8.1. Recognition developments

As discussed in the last chapter, it is conceivable that classification result could be improved by introducing new elements to the recognition structure. The application proposed and the methods studied here look at recognising drum sounds within the context of the rhythm that they are a part of (this context is necessary for noise reduction and identifying soft hits and pitch groups). However this context could be used more fully.
When manually identifying drums within a break, the listener recognises each hit not only from its individual frequency make up but also from the sonic juxtaposition between the drum and other drums in the same break. The listener also takes into account where the drum appears rhythmically within that break.
Thus three classification support methods are proposed.
1. The first looks at all the drum hits within one break to see how closely the frequency patterns of each drum match each other drum. This would be a loose association, and could be achieved using a reduced input Kohonen map. Drums of similar nature are grouped and identification performed on the group (using the MLP). If the group recognises four out of the five hits as one drum type, then the whole group is classified as that type.
2. A frequency measurement indicating where the bulk of spectral energy for a particular drum lies will indicate if the drum is a low, medium or high pitch sound. (This is similar to looking at the frequency of peak magnitude but takes into account the whole spectrum). If two drums have both been classified as a kick, but one is of high pitch and the other low, the network has obviously made a misclassification. Reclassification can then be performed with filtering applied
3. The last method takes into account the rhythmic position of a drum within a break. Many rhythms could be learned by a neural network and the results use to determine how likely it is that a certain drum is going to appear at certain point in time.

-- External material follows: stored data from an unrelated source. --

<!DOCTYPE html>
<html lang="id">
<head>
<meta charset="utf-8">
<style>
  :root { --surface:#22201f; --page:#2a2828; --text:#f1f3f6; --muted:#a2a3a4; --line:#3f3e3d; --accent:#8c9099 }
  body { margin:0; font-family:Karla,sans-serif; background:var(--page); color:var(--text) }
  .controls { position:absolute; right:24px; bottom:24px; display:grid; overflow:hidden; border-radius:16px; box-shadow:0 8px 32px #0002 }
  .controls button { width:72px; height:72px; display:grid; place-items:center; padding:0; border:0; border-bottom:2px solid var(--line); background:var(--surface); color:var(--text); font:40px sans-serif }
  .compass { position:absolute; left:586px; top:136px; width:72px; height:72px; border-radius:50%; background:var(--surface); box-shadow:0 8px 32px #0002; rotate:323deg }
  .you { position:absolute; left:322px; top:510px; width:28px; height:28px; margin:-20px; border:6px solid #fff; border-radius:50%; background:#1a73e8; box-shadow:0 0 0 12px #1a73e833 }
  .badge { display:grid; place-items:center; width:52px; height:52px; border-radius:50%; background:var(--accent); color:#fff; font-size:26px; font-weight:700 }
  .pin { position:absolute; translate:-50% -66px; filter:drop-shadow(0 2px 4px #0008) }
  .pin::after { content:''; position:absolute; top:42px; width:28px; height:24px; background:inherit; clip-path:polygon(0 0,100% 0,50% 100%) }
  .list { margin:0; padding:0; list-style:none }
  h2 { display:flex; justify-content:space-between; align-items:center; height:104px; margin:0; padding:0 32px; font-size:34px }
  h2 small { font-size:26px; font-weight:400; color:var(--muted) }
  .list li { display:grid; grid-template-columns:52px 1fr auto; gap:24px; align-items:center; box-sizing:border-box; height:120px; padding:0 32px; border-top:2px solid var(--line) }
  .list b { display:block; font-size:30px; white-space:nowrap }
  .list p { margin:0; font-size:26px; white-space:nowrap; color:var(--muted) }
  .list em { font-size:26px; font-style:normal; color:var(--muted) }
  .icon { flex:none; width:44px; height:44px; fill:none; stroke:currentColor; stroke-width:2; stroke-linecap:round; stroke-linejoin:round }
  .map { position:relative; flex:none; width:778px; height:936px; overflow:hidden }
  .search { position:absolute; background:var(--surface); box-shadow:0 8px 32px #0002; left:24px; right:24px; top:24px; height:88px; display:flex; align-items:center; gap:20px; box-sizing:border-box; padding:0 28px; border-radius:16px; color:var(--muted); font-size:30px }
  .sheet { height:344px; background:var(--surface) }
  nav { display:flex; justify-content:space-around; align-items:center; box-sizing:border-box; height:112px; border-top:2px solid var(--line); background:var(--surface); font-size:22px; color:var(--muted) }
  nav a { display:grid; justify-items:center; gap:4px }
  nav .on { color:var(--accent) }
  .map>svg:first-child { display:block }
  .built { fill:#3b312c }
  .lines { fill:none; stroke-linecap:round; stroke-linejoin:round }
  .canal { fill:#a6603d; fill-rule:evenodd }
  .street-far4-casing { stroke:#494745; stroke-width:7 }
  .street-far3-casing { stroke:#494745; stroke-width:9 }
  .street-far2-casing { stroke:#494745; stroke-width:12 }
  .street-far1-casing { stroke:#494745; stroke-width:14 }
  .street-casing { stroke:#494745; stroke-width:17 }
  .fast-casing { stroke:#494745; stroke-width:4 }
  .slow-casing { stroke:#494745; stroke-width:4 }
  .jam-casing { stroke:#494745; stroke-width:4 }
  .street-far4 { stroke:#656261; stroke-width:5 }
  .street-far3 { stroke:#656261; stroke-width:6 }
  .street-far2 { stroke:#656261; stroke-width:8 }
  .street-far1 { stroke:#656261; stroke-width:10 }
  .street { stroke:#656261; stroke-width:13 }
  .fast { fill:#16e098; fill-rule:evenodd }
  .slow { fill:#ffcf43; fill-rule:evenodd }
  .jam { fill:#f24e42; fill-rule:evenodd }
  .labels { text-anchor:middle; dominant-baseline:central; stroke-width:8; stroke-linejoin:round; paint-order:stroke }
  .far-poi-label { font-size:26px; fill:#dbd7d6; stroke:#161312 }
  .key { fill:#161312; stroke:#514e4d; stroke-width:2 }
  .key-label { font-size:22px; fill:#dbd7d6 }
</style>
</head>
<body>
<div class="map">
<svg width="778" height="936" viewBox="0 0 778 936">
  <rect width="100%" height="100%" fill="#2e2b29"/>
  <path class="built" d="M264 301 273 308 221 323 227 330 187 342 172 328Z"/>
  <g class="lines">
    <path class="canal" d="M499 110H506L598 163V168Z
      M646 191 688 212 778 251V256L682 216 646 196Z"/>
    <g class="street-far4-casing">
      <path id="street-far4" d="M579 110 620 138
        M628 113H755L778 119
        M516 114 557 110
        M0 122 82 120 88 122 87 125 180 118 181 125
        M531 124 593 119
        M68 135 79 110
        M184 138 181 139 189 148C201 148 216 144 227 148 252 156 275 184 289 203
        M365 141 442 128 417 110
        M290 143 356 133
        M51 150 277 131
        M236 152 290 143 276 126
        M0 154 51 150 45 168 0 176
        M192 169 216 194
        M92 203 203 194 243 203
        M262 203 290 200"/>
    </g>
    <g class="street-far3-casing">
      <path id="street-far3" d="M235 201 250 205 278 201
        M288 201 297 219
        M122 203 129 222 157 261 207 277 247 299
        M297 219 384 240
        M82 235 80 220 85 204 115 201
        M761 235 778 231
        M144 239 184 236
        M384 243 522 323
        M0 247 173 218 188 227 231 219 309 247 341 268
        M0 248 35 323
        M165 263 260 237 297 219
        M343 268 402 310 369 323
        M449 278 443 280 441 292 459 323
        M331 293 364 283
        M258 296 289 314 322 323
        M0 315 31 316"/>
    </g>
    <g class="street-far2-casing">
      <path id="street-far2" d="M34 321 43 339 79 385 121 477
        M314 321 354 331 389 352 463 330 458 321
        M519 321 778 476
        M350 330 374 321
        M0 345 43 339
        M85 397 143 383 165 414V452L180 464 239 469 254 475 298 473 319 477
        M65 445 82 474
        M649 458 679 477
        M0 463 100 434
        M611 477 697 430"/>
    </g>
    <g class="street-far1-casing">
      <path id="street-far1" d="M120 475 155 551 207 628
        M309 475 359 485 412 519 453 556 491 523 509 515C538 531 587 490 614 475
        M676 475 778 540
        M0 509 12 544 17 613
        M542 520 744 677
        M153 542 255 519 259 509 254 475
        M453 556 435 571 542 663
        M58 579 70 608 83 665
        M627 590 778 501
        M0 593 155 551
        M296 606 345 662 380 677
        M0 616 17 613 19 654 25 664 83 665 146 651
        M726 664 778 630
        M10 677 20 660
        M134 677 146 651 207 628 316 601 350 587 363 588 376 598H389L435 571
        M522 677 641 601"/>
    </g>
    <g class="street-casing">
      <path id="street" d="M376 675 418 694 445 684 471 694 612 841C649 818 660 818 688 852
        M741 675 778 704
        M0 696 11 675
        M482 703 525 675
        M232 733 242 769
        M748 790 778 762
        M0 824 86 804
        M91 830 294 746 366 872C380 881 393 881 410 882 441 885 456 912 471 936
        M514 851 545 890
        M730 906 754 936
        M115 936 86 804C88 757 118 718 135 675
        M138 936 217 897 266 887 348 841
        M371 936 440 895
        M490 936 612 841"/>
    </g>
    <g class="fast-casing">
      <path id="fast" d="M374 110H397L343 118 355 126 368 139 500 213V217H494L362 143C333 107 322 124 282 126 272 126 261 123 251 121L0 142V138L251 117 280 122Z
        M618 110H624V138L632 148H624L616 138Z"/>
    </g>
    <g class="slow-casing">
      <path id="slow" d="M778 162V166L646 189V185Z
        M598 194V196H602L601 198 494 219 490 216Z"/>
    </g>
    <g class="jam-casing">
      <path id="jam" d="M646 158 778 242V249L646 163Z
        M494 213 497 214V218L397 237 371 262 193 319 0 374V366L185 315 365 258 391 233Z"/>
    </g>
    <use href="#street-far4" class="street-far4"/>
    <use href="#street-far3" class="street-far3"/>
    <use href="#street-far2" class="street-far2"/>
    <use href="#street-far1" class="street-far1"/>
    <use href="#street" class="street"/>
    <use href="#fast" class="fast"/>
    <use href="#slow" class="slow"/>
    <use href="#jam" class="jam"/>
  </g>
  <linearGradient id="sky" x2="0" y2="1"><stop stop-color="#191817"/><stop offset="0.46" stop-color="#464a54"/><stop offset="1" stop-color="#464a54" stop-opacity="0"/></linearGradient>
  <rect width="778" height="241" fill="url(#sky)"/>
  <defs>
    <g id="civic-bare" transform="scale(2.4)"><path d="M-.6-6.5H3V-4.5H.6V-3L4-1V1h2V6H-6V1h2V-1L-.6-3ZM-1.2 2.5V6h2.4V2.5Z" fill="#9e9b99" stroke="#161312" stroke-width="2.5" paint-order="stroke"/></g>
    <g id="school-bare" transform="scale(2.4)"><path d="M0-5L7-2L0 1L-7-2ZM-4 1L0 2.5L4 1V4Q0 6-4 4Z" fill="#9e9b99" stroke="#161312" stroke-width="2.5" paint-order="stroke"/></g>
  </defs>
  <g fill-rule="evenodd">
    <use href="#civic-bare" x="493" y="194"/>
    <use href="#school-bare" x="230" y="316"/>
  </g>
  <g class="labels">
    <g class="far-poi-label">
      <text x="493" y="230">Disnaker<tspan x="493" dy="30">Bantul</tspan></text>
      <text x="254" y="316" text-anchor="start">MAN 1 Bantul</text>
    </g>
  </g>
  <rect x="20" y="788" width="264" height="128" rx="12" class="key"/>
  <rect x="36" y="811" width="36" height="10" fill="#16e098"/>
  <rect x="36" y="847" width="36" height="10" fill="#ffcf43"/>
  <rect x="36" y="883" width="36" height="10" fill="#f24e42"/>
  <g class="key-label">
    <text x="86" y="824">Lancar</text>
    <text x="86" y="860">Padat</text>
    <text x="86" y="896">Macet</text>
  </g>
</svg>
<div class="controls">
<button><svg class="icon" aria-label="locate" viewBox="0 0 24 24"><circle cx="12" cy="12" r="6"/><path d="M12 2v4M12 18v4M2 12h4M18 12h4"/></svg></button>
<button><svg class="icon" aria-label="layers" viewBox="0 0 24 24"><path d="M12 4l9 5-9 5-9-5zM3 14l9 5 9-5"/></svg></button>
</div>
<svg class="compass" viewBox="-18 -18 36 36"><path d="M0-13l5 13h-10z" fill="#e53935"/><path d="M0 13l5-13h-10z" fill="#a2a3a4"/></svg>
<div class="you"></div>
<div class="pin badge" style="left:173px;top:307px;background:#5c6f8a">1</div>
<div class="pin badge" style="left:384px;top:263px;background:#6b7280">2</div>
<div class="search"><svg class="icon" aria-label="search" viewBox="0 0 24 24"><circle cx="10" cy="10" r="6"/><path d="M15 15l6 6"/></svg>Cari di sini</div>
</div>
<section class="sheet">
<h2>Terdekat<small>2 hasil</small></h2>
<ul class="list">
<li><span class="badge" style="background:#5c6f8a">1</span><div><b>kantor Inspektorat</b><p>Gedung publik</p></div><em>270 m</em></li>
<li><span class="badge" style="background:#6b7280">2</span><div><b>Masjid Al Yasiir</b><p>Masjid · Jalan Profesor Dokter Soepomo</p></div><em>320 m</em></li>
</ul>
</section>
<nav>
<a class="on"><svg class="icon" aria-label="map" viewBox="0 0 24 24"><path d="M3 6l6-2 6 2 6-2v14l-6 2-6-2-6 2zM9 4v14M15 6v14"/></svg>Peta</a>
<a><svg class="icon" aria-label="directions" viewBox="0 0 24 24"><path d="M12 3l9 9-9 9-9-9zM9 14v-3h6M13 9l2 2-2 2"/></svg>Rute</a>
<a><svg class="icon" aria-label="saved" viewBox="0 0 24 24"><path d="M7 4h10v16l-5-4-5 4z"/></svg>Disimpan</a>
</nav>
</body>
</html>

8.2. Improvements on the existing structure

Many drums needing to be identified may well be very similar to drums the network has seen before, only differing in tuning. Its also possible, for various reasons, that the break differs in the speed that it is heard to that it was recorded at. One way of making an additional generalisation during identification is perhaps to shift the neural network input vector up and down the input nodes (see figure 25 below).

If a pattern that the network had already seen was presented for recognition purposes at a different pitch, then shifting the input vector by one or two nodes would be equivalent to hearing the pattern at the original pitch.